Breakthroughs on the horizon

When asked about new technology in the next decade, companies gave their forecasts.

Rustom Mody, Baker Hughes. Next-decade technological breakthroughs will be driven by the operators’ needs, including a new class of metals with step-change chemical properties for extreme environments, elastomers rated to 40,000 psi and 371°C (700?F), automated drilling with greater and faster horizontal reach, smart fluids and chemicals with self-tuned viscosity, smart proppants or fluid additives for formation fracture mapping and reservoir condition sensing, logging while fracturing, nanosensors for fracture and stress mapping, fully autonomous long-term wellbore sensing and control, and interwell tracer technology.

Thierry Brizard, CGGVeritas. Seabed seismic acquisition using self-propelled nodes is one such foreseeable breakthrough. We also expect to see affordable 1 million trace seismic acquisition implementing a new generation of seismic sensors/sources and processing algorithms.

Ram Shenoy, ConocoPhillips. I expect we will mature our understanding of unconventional reservoirs to the same level as conventional reservoirs. This will require fundamental improvements in our understanding of hydrocarbon transport in shales at the nanoscale level, which is lacking today.

To fully exploit deep water, we will need to develop equipment to operate in harsher environments than ever before. To recognize fruitful exploration plays, we will need to continue advancing geophysical acquisition and imaging. We expect that advances in IT and computing, coupled with advances in robotics, will begin introducing automation to do more comprehensive monitoring and control of operations while reducing the number of people placed in challenging operating environments, particularly offshore.

Frank Van Ginhoven, Fluor Corp. I think we will make enormous progress in the Arctic and in subsea processing and will reach new levels of safety in design and implementation. We will reuse most of the water we require in processing, and our facilities will be increasingly energy-efficient and green. We also will make substantial progress on reducing carbon emissions.

Greg Powers, Halliburton. In the next five to 10 years I think we will see breakthroughs in the areas of telemetry and automation and control. One is an enabler, and another is an outcome of that enabler.

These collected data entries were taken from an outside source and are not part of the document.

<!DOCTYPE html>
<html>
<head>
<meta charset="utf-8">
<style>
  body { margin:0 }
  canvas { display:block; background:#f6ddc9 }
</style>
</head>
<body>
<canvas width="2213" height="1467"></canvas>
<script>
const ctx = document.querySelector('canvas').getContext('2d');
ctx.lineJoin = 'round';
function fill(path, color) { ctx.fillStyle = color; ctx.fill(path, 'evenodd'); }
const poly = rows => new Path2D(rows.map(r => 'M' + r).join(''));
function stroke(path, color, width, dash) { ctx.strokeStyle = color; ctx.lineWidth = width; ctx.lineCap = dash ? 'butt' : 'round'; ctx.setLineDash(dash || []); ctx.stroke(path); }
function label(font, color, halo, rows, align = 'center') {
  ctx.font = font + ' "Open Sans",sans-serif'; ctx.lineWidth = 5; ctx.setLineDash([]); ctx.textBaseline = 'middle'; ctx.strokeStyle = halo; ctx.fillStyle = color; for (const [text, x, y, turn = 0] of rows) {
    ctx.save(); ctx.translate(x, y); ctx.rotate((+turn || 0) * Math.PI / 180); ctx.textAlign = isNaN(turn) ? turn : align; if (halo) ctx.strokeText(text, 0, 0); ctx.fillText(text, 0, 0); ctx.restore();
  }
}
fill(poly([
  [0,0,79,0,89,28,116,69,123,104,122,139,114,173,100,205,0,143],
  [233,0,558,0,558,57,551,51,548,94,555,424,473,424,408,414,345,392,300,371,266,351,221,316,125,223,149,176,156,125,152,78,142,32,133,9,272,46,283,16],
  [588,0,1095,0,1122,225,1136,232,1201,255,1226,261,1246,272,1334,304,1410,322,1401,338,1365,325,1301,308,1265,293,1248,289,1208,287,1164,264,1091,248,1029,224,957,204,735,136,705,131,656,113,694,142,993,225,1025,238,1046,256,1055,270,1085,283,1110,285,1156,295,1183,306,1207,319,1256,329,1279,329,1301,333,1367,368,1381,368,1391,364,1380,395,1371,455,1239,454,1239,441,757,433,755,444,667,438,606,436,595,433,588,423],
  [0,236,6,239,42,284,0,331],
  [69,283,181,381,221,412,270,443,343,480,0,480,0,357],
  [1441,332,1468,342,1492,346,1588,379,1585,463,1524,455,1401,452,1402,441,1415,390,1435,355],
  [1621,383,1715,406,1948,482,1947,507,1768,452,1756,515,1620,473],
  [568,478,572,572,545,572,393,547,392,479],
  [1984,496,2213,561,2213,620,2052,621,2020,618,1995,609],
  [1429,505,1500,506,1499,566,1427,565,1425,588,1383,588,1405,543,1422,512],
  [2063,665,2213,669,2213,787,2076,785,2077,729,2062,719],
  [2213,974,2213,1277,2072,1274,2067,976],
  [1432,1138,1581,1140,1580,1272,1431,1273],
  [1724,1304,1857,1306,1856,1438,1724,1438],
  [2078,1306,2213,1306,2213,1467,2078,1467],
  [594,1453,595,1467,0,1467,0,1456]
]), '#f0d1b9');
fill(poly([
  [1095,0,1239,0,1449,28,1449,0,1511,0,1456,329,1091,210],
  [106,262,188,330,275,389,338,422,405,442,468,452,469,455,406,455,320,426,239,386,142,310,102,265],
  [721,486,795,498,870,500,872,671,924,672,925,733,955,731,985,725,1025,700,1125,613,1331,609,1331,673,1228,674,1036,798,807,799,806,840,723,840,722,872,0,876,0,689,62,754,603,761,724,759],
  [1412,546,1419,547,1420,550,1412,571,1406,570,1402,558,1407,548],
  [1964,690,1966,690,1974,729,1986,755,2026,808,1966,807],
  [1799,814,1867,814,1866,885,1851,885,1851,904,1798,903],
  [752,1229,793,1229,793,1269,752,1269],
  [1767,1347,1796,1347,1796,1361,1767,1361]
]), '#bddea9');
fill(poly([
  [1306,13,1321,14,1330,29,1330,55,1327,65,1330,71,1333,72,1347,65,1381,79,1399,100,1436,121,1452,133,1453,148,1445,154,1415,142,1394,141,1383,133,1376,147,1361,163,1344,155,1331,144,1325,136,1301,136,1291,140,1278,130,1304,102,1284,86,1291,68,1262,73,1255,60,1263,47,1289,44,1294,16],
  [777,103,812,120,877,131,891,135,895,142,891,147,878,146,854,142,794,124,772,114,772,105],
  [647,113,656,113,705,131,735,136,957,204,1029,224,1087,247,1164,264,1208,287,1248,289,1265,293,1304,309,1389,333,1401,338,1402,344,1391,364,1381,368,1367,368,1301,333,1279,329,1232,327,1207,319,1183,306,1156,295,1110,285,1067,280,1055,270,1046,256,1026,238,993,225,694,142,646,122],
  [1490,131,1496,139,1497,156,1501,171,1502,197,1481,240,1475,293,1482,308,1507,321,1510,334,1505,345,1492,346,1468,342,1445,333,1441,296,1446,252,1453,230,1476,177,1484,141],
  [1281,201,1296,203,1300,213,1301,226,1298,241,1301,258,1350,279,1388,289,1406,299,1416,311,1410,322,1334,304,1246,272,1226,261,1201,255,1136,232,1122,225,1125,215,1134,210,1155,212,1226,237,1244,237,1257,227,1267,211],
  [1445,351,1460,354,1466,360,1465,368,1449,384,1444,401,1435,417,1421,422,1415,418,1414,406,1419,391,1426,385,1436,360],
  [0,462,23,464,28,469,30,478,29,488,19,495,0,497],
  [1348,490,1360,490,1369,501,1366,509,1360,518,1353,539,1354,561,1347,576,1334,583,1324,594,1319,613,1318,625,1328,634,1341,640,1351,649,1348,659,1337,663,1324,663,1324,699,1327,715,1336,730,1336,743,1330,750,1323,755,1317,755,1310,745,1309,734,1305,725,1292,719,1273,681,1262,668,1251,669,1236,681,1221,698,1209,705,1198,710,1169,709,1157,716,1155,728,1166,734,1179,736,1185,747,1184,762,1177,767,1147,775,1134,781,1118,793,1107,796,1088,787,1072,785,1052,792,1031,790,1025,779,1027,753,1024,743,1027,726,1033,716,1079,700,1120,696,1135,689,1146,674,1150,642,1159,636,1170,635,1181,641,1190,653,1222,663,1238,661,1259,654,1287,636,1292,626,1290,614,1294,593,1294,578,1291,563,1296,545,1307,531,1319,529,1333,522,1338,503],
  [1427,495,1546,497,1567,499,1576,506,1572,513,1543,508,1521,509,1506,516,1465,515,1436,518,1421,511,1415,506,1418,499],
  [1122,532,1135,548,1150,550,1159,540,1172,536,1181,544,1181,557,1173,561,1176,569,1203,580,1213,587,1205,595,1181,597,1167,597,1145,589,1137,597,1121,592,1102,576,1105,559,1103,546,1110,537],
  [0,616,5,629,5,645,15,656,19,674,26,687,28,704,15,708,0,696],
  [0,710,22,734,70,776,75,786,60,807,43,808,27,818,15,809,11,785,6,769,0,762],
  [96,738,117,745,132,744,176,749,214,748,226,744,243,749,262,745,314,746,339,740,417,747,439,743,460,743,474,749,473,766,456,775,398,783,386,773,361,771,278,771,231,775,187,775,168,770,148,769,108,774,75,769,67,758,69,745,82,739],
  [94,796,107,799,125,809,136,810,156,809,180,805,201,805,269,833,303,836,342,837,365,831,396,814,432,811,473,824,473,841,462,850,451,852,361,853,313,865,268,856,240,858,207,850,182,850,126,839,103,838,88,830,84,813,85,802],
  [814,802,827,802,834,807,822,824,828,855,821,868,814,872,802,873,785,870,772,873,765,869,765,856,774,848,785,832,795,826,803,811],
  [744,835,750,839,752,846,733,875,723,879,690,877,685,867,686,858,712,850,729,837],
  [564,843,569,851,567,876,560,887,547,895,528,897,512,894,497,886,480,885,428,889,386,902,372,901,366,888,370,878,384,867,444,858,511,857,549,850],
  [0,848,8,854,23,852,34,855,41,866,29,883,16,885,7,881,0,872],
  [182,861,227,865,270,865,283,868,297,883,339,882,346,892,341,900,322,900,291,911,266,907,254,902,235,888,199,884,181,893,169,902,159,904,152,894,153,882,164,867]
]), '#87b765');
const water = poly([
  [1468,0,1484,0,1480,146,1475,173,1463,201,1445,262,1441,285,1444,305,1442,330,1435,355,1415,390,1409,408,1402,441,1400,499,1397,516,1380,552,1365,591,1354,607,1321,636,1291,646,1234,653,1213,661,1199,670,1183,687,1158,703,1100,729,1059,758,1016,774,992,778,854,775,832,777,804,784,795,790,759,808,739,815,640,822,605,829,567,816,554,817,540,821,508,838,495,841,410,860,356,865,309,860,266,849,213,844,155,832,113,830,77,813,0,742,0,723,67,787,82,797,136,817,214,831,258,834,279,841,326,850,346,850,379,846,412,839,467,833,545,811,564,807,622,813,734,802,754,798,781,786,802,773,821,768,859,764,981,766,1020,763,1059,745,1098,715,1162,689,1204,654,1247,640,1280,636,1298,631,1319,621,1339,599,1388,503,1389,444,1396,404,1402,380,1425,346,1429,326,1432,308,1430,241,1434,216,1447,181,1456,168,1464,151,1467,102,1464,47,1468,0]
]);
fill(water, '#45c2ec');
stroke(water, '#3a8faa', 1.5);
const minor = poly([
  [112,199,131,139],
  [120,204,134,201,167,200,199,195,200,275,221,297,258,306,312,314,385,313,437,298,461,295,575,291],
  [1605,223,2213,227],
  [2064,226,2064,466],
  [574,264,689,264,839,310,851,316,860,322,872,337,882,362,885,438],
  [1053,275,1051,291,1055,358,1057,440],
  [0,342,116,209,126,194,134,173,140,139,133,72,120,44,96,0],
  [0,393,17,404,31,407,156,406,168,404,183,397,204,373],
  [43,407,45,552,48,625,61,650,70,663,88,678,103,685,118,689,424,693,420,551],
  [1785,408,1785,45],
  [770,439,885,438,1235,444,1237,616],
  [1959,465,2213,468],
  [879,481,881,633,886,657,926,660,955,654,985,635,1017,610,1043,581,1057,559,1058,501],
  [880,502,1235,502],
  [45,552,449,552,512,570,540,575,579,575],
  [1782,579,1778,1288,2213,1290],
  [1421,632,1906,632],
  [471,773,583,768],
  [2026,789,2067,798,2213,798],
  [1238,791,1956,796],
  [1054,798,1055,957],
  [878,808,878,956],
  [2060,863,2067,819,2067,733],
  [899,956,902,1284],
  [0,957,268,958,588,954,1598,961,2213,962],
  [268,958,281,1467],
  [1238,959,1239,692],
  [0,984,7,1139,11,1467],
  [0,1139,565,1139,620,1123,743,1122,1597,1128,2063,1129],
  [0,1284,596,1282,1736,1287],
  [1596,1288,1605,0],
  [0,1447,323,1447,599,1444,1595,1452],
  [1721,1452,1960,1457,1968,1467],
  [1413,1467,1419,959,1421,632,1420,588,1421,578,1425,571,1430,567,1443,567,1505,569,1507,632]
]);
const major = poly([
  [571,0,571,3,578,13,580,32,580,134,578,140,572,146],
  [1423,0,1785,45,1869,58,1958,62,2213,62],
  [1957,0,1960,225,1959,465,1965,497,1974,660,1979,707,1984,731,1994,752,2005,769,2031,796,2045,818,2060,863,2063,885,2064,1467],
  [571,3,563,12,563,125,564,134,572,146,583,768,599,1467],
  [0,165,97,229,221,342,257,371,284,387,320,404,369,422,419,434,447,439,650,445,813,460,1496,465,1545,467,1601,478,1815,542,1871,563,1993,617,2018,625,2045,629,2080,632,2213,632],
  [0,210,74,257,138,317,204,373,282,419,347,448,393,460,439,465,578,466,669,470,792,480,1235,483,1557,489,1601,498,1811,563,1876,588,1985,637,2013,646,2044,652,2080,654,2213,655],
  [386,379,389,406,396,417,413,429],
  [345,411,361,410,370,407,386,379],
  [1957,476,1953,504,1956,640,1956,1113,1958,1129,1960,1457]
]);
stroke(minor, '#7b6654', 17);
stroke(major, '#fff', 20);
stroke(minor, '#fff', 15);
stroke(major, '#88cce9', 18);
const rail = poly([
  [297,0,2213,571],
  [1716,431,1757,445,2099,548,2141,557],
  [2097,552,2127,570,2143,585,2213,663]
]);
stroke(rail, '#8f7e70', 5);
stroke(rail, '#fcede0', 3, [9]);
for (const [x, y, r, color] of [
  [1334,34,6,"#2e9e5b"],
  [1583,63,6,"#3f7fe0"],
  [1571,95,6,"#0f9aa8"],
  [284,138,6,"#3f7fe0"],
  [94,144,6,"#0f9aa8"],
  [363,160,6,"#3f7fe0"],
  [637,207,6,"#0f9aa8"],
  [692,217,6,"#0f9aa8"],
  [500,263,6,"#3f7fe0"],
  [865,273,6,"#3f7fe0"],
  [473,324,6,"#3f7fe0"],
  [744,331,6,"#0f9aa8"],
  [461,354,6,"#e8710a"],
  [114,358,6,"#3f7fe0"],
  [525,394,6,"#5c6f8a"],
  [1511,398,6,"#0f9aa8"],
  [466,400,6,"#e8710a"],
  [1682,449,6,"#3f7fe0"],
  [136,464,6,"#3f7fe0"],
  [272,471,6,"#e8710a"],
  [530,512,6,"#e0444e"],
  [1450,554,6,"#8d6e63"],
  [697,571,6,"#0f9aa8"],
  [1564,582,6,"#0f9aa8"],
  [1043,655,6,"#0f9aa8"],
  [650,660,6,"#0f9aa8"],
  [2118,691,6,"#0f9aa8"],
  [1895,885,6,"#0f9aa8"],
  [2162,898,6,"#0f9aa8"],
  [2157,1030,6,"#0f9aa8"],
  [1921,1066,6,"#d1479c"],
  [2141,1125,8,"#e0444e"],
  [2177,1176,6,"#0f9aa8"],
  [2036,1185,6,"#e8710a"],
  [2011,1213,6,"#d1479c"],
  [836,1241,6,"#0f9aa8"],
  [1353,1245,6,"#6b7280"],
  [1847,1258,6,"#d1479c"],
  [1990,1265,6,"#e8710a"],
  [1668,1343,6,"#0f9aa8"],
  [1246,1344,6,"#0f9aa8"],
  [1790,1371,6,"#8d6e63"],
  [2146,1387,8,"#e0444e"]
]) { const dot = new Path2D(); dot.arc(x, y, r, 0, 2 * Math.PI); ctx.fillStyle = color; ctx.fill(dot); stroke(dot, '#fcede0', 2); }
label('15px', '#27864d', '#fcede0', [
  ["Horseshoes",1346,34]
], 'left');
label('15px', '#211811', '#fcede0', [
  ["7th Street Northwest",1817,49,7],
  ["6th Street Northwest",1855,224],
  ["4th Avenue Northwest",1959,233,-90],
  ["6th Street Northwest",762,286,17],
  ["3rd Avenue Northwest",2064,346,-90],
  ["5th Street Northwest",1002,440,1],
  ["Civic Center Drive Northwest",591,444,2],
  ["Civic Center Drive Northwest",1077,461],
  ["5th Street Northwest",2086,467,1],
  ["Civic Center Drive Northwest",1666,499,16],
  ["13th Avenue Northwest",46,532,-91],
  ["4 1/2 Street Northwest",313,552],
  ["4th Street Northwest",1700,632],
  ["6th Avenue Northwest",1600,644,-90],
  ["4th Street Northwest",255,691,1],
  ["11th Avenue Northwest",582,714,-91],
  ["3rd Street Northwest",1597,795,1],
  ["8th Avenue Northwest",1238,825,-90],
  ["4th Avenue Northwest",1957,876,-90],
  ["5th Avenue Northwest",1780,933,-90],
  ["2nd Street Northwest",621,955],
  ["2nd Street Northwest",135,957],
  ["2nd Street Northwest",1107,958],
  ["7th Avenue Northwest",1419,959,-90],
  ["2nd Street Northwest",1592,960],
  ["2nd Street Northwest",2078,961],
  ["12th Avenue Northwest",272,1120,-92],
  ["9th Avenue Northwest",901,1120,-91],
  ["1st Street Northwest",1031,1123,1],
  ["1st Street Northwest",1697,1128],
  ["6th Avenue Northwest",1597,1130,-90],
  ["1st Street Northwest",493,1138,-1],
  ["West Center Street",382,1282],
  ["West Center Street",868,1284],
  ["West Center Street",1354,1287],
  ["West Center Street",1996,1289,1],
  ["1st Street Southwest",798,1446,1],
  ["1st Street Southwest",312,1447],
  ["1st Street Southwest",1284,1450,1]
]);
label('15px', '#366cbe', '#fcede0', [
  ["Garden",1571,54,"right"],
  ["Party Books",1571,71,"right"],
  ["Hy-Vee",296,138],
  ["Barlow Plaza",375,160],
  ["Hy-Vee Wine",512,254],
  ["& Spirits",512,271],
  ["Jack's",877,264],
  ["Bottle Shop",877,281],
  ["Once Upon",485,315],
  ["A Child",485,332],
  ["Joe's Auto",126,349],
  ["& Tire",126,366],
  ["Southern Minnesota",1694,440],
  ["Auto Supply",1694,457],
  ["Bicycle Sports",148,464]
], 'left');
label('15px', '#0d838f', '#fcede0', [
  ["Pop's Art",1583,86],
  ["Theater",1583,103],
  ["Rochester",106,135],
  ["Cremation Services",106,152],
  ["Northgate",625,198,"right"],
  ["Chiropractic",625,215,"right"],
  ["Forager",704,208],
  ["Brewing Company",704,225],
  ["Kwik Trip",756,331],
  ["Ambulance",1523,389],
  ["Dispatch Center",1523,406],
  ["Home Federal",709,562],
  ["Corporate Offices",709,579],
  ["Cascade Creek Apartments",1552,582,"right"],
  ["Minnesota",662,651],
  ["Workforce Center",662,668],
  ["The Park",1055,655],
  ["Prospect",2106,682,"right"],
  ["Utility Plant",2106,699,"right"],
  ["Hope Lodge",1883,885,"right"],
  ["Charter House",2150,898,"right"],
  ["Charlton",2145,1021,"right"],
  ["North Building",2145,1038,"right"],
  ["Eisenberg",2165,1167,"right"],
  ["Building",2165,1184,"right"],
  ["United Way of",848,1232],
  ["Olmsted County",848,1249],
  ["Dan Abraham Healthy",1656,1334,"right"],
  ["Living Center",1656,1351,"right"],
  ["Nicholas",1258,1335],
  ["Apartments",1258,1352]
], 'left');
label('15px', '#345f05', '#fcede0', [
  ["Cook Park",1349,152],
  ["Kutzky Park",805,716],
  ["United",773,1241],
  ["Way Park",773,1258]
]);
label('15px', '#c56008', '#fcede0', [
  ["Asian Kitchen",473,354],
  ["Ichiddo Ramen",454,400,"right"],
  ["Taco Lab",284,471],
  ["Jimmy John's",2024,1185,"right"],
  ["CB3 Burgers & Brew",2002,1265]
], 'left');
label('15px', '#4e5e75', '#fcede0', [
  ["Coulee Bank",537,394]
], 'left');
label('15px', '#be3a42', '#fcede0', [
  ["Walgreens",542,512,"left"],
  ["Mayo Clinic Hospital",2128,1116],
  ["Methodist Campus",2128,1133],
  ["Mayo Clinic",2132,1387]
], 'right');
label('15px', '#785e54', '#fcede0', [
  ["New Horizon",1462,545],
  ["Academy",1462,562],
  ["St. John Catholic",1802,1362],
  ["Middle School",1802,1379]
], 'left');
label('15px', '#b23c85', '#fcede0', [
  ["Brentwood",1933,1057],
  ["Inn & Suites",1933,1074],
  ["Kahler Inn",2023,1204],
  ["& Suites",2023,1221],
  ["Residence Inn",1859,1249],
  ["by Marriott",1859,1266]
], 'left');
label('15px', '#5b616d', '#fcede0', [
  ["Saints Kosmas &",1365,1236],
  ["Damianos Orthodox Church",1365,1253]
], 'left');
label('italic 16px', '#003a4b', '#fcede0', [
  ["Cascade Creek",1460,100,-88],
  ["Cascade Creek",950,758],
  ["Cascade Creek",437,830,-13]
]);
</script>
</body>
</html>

The enabler is going to be high-speed telemetry. When we’re drilling, measuring, or logging, we want to know what’s happening at the rockface and want that information topside right away.

Then you have to consider how to process this massive tidal wave of information that is being generated in high speed. It’s clear that you have to process it at high speed, and you have to process it faster than humans can think. So the challenge is to effectively and safely share the command and control of what’s happening downhole between a computer and people.

Tom Tilton, Weatherford. Development of smaller next-generation downhole sensor technologies that require less power or are self-powered downhole could enhance the ability to evaluate and monitor reservoir performance to optimize production and provide continuous monitoring of wellbore integrity, thus improving safety and reducing the risk profile. Also, today’s fuel cells are cost-prohibitive for most oilfield operations, but the critical mass in the automotive industry could potentially reduce the cost, making them a viable option.

Robert Siegfried, RPSEA. I expect to see better processing technology for cleaning up water, either for recycling and reuse in the oil and gas development process or for other beneficial uses. I also think there's a lot of opportunity for an increased understanding of the basics of fluid flow that will then be translated into more effective tools for planning stimulation treatments and for designing reservoir management scenarios that maximize recovery and minimize the need for additional stimulation treatments.